Да, она по крайней мере попытается отправить его в это путешествие – при условии, что его невероятная история окажется правдой. Он, несомненно, оставит ее, несмотря ни на что. Так или иначе она его потеряет, даже не узнав, в каком веке он окажется, покинув ее.

Глориана застегнула последнюю пуговицу. Это мало отличалось от того, подумалось ей, как она обычно заканчивала облачение в свой костюм перед выходом на арену. К ней вернулись профессиональные улыбка и голос, и, вооружившись ими, она повернулась лицом к Данте.

– Знаешь, я подумала…

– Опять! – Выражение озабоченности на лице Данте сменилось тучей уныния, и он посмотрел на себя, словно только что увидев свою наготу.

– Может быть, нам следует попробовать…

– А! Такие мысли я одобряю. – Он окинул ее с головы до ног взглядом собственника, от которого она затрепетала, и одарил горячей улыбкой, вызвавшей у нее внутреннюю дрожь.

– Я не об этом. – Она не могла бы сказать, чьи мысли больше нуждаются в охлаждении – его или ее собственные. – Мы могли бы попробовать отправить с помощью зеркала в прошлое какую-нибудь вещь. Я так не хочу, чтобы ты застрял где-нибудь на полпути или что-то в этом роде.

Данте кивком указал на ее запястье:

– Этот браслет и другие вещи, о которых ты говорила, явились к тебе в целости и сохранности. А то, что у тебя исчезло, не перехвачено на полпути и к тебе вернется. Кроме того, у тебя большой опыт использования потусторонних свойств этого зеркала.

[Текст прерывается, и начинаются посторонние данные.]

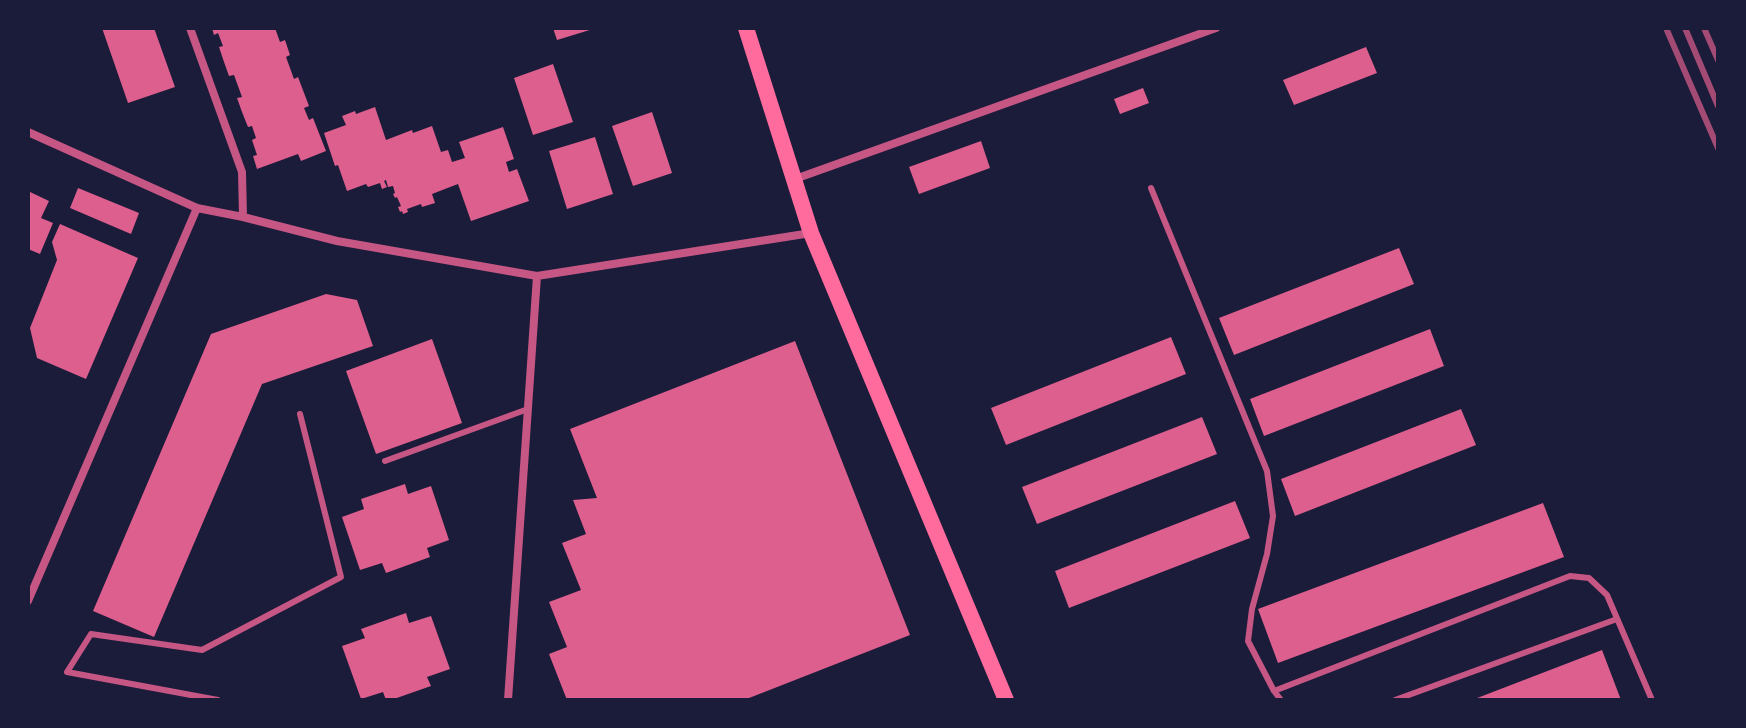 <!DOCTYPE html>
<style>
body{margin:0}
#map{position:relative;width:1746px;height:728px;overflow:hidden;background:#1b1b3a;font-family:"Noto Serif",serif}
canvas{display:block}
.frame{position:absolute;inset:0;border:30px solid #1b1b3a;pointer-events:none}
</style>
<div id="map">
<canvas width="1746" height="728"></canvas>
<div class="frame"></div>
</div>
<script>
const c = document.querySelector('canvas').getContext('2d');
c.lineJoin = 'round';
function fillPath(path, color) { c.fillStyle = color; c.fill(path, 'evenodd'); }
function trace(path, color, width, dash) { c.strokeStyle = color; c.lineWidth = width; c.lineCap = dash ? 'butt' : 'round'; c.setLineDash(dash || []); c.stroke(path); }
const building = new Path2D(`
 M102 28H154L175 87 128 103Z
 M212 28H275L280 42 285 40 290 55 286 57 294 79 298 77 309 106 304 108 309 120 313 118 326 151 301 161 298 154 257 169 253 156 257 155 252 140 256 138 252 126 248 127 242 112 237 98 242 97 234 75 229 76 224 62 219 47 223 46 218 33 214 35Z
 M553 28H592L593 29 557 40Z
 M1366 47 1377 73 1294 105 1283 80Z
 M553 64 573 122 533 135 514 78Z
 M1143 88 1149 103 1120 114 1114 99Z
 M375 107 386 140 412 130 413 133 432 126 441 152 448 150 452 162 465 158 459 142 503 127 514 159 506 162 509 172 517 169 529 201 471 221 458 184 432 194 435 203 422 207 421 204 407 209 408 212 403 214 402 211 400 212 398 207 401 206 397 197 395 198 393 194 395 193 393 186 388 187 386 180 384 181 387 187 382 189 380 183 368 187 366 184 347 191 338 165 335 166 324 133 346 125 342 116 355 111 356 114Z
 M652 112 672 173 633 186 612 126Z
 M595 137 613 194 567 209 549 151Z
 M981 141 990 168 919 194 909 167Z
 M78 188 139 213 131 234 70 208Z
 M28 191 49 201 41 218 53 223 40 254 28 249Z
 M60 224 138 258 86 379 37 358 30 328 57 260 52 242Z
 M1399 248 1414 284 1234 355 1219 318Z
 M326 294 357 300 373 346 262 384 154 637 93 611 211 334Z
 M1430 329 1444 366 1264 436 1250 399Z
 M1171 337 1186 374 1006 445 991 408Z
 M432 339 462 423 376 454 346 371Z
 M795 341 910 635 744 700H567L549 654 567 647 549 602 581 590 562 543 586 534 573 500 597 498 570 429Z
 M1461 409 1476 445 1295 516 1281 479Z
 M1202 417 1217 454 1037 524 1022 487Z
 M405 484 408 494 431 486 449 540 427 548 430 557 386 573 382 563 360 570 342 517 364 509 361 499Z
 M1235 501 1250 538 1069 608 1055 571Z
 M1543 503 1564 557 1278 663 1258 609Z
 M406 613 409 623 431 616 450 669 427 677 431 686 391 700H386L383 692 361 699 342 646 365 638 361 629Z
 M1602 650 1621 700H1472Z`);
const service = new Path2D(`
 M1151 188 1267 471 1273 516 1267 554 1252 609 1248 641 1274 691 1281 700
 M385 461 528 409
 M1274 691 1570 576 1589 578 1607 595 1652 700
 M218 700 67 672 91 634 202 650 341 577 300 414
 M1395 700 1617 619`);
const minor = new Path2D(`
 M190 28 242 172 243 217
 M28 132 197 208 243 217 337 241 537 276 811 233
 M795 179 1216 28
 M28 601 197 208
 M508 700 537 276`);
const secondary = new Path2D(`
 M746 28 811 233 1006 700`);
const rail = new Path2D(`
 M1666 28 1718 148
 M1685 28 1718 106
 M1704 28 1718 60`);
fillPath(building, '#dd5f8e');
trace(service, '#c65784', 6);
trace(minor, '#c65784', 8);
trace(secondary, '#ff6b9d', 16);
trace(rail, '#a44b75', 6);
</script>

Большой опыт общения Глорианы с потусторонней силой заключался в перемещении стеклянного пресс-папье примерно на четыре дюйма. Ни ее бабка, ни мать никогда не говорили ей о том, что это зеркало было способно на подобные фокусы. Они возражали Глори, доказывая, что перемещение пресс-папье происходит лишь в ее воображении. Глори упрямилась и однажды попробовала сфокусировать зеркалом солнечный луч на головке шляпной булавки. В момент, когда это удалось, та вдруг улетела со стола, словно выпущенная из невидимой рогатки. Прежде чем Глориана опустила зеркало, солнце вцепилось в гипсовую модель ее руки, подаренную одним поклонником, и перевернуло ее ладонью вверх. После этого она убрала зеркало с глаз долой, в суеверном страхе перед заигрыванием с неизведанным миром. С тех пор она больше ни разу не пыталась перемещать предметы.

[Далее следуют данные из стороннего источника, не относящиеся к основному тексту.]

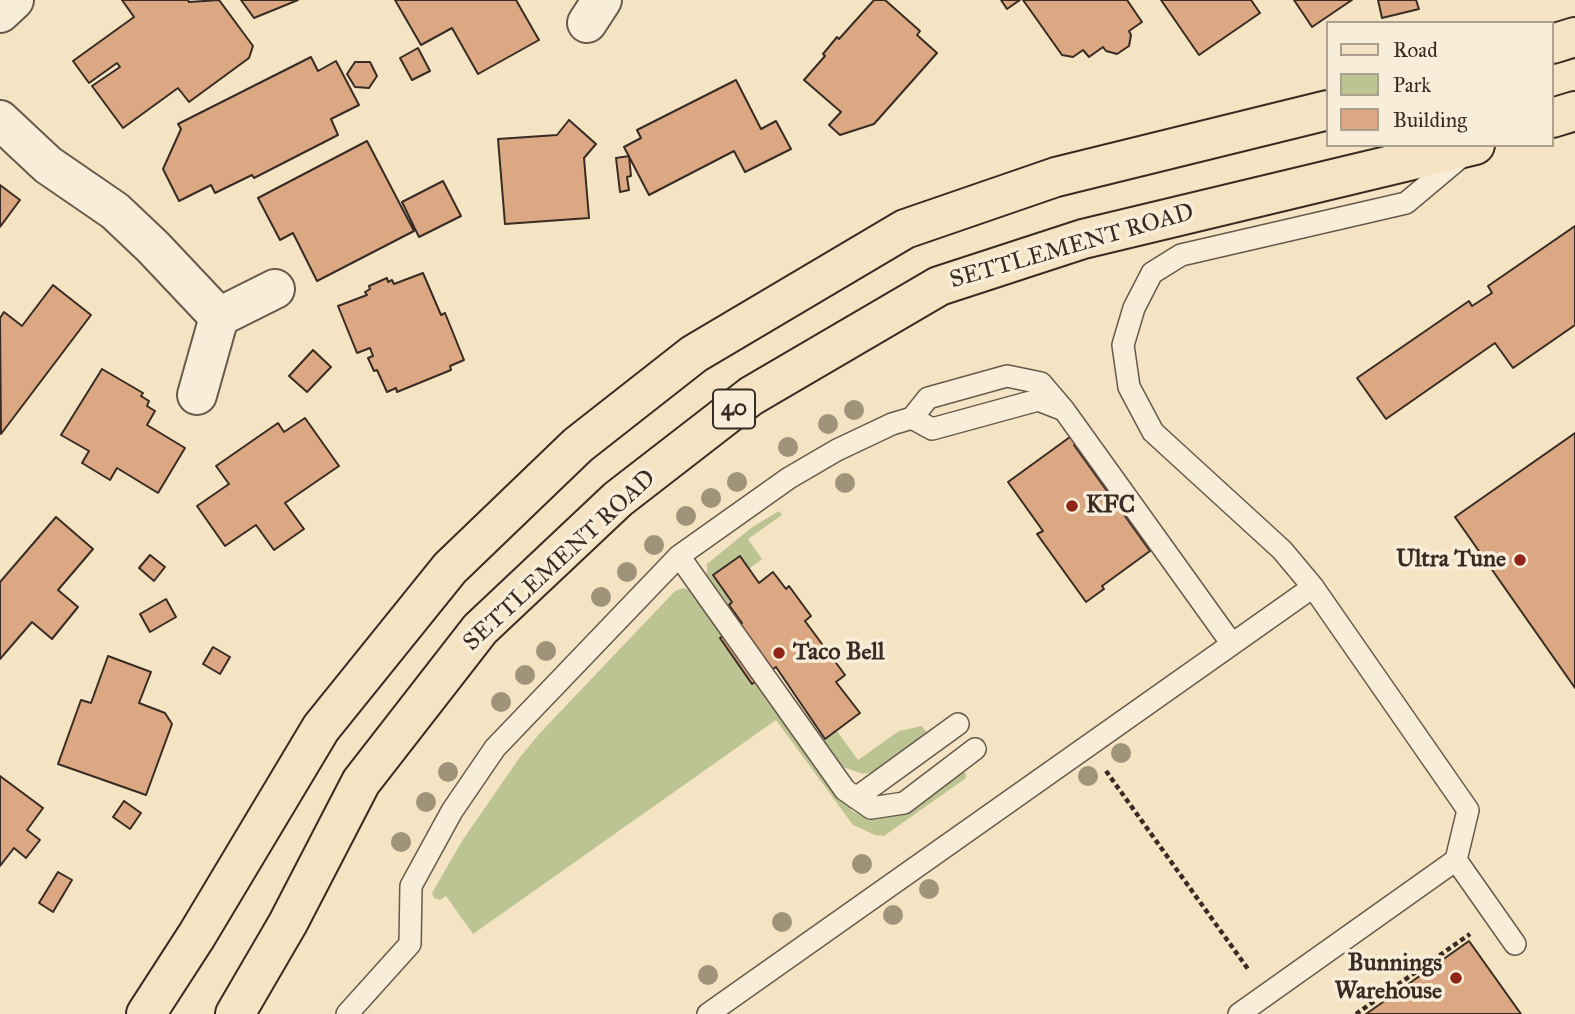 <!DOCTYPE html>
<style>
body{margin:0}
#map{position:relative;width:1575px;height:1014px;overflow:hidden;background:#f5e4c3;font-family:"IM FELL Great Primer",serif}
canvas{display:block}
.legend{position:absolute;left:1326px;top:21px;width:228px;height:126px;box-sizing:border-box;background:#f8edd8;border:2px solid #ab9f90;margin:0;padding:9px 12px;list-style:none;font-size:21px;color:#382b23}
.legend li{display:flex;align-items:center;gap:14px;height:35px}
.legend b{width:35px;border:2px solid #ab9f90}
</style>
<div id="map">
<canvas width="1575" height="1014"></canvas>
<ul class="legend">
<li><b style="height:9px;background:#f5e4c3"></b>Road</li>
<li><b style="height:19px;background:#bcc494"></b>Park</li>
<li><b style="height:19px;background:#dca883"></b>Building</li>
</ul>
</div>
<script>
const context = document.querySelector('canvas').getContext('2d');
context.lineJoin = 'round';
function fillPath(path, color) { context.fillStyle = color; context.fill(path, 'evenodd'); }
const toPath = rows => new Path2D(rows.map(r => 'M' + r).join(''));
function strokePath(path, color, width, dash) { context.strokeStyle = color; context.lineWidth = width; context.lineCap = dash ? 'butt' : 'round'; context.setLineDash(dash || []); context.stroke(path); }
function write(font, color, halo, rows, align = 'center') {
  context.font = font + ' "IM FELL Great Primer",serif'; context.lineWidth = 7; context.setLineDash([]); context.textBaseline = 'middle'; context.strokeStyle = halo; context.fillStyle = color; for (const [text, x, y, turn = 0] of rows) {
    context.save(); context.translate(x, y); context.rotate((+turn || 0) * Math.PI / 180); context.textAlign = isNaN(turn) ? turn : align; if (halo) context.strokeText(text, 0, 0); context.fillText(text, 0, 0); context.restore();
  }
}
fillPath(toPath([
 [779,511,782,515,748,539,762,559,749,569,740,556,713,575,732,602,729,605,707,575,707,564,751,528],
 [684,588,691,591,723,636,720,638,752,684,756,682,842,801,852,811,867,818,883,818,902,813,961,773,966,773,966,778,884,836,875,835,853,825,776,720,473,934,446,896,440,900,434,898,432,893,462,841,520,757,540,733,675,591],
 [922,726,927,733,875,772,863,774,843,767,823,740,837,731,858,760,899,731]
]), '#bcc494');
const building = toPath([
 [122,0,188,0,189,2,219,0,253,46,249,58,189,102,178,88,123,128,92,86,120,67,117,63,89,83,73,61,134,17,122,0],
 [241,0,298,0,254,18,241,0],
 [395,0,516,0,539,40,478,74,452,28,421,45,395,0],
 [874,0,885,0,920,31,917,35,937,53,874,124,840,135,829,125,841,112,804,80,825,56,823,54,837,37,839,39,874,0],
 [1001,0,1020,0,1007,9,1001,0],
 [1023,0,1127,0,1142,22,1129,31,1131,35,1129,46,1117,54,1106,51,1103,47,1089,57,1083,50,1073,57,1062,55,1023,0],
 [1161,0,1251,0,1260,13,1199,55,1161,0],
 [1294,0,1352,0,1312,27,1294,0],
 [1378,0,1416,0,1419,9,1382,18,1378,0],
 [418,48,430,71,412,80,400,58,418,48],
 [311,57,318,71,336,61,359,105,331,119,338,135,254,178,252,175,215,193,211,185,179,201,163,169,181,129,178,124,311,57],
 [355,62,370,62,377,76,369,88,355,87,347,74,355,62],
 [736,80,761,129,776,121,791,149,745,172,734,151,649,195,624,147,641,138,637,130,736,80],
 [569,120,596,144,584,158,589,218,505,224,498,139,557,135,569,120],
 [367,141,414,231,317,281,293,233,280,240,258,198,367,141],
 [629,156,631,176,627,177,629,190,620,192,616,158,629,156],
 [443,181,461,216,419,237,402,202,443,181],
 [0,185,20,200,0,227,0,185],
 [1575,226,1575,325,1513,368,1495,343,1386,419,1357,378,1469,301,1472,306,1492,293,1488,286,1575,226],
 [423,273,441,315,445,313,464,360,450,366,451,370,397,392,396,388,387,392,377,370,374,371,368,358,373,356,370,348,357,353,338,306,367,295,365,292,370,289,369,286,387,278,388,282,392,280,394,284,423,273],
 [53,285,91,315,1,434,0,318,4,312,22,326,53,285],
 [313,350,331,367,307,392,289,376,313,350],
 [102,369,143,393,141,396,149,401,147,406,155,411,147,425,185,448,158,493,117,468,110,480,82,463,89,451,61,435,102,369],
 [305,418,339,466,285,503,304,529,274,550,256,525,225,546,197,506,229,484,216,466,278,423,284,432,305,418],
 [1081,429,1086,436,1074,445,1150,551,1102,586,1104,589,1086,602,1037,534,1043,531,1008,482,1081,429],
 [1575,433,1575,688,1455,517,1575,433],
 [56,517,93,549,58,590,78,607,52,639,32,622,0,659,0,582,56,517],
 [150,555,165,567,154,581,139,568,150,555],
 [740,556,759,583,773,572,786,589,789,586,811,616,805,621,845,675,836,682,860,713,825,739,776,667,752,684,720,638,742,623,729,605,732,602,713,575,740,556],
 [166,599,176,617,150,632,140,614,166,599],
 [213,647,230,657,220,674,203,664,213,647],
 [108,656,151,672,139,703,165,713,172,724,146,795,58,764,81,700,91,703,108,656],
 [0,776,43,808,27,830,40,840,26,858,14,848,0,866,0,776],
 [124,801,141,813,130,829,113,817,124,801],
 [58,872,72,880,53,912,39,903,58,872],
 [1469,941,1521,1014,1366,1014,1469,941]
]);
fillPath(building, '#dca883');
strokePath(building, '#382b23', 2);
const lane = toPath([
 [912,418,932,429,1038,400,1064,410,1232,644],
 [679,556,845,790,871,808,904,803,975,749],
 [856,798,958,724],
 [1456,860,1515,944],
 [347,1014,410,944,411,886,452,811,495,748,679,556,789,478,837,450,892,424,912,418,928,398,1007,376,1041,383,1064,410],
 [708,1014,1313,587],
 [1239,1014,1456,860,1468,810,1313,587,1282,550,1153,432,1129,387,1123,345,1134,308,1152,273,1181,255,1406,203,1462,156]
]);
const street = toPath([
 [0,13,14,0],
 [587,23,602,0],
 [0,120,48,165,115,211,153,247,219,317],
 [197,395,219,317,275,289]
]);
const primary = toPath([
 [1552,44,1575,37],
 [1552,118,1575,111],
 [146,1014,197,935,321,728,450,568,578,445,694,354,905,229,1056,177,1328,110],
 [235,1014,288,923,361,782,480,629,618,499,751,396,939,286,1083,239,1475,145]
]);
strokePath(lane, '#67594b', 24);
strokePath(street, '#67594b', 42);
strokePath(primary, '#382b23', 42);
strokePath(toPath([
 [1106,771,1248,969],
 [1356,1014,1470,934]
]), '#382b23', 4.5, [5, 3.5]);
strokePath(lane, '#f8edd8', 21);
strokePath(street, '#f8edd8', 38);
strokePath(primary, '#f5e4c3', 38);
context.fillStyle = '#9f937a';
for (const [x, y] of [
 [854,410],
 [828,424],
 [788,447],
 [737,482],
 [845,483],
 [711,498],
 [686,516],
 [654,545],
 [627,572],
 [601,597],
 [546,651],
 [525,675],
 [501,702],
 [1121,753],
 [448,772],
 [1088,776],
 [426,802],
 [401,842],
 [862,864],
 [929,889],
 [893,915],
 [782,922],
 [708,975]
]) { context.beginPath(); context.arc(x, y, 10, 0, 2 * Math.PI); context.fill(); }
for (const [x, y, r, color] of [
 [1072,506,7,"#8f2418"],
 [1520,560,7,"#8f2418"],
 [779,653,7,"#8f2418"],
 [1456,978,7,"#8f2418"]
]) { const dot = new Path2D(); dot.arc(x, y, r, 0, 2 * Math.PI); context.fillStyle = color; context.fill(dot); strokePath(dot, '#f8edd8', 2.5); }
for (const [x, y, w] of [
 [734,409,42]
]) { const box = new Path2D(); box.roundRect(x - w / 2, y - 19.5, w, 39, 5); context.fillStyle = '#f8edd8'; context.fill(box); strokePath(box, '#382b23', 2); }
write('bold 23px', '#382b23', null, [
 ["40",734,409]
]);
write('24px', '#382b23', '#f8edd8', [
 ["SETTLEMENT ROAD",1072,247,-16],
 ["SETTLEMENT ROAD",560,561,-43]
]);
write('bold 24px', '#382b23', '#f8edd8', [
 ["KFC",1086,506],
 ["Ultra Tune",1506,560,"right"],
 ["Taco Bell",793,653],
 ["Bunnings",1442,964,"right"],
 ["Warehouse",1442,992,"right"]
], 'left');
</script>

Ни один из этих предметов, как она теперь понимала, не был легковоспламенявшимся. Они были способны только… перемещаться. И ни один из них не исчез. Она содрогнулась при мысли о том, как это на нее подействует, когда она направит зеркало на Данте и тот исчезнет у нее на глазах.

А тихий внутренний голос нашептывал ей: «Он мог бы изменить свои намерения и остаться здесь, если бы увидел, что зеркало не работает». Она тут же отогнала эту мысль.

– Я никогда не отправляла и не получала ни одной из этих вещей по собственной воле.

Данте одобрительно кивнул:

– Значит, можно попытаться сделать это специально, чтобы посмотреть, что из этого получится.

– Можем попробовать с первым же лучом солца. И если не получится с первого раза, можно будет продолжить попытки.

Он бросил взгляд на черепаховый браслет Глорианы.

– Нет, нет, только не его. – Она накрыла браслет рукой. Будь она проклята, если отдаст Елизавете Тюдор все без остатка.

– Но тогда что же? У меня осталась старая одежда. Или, может быть, мой защитный нагрудник?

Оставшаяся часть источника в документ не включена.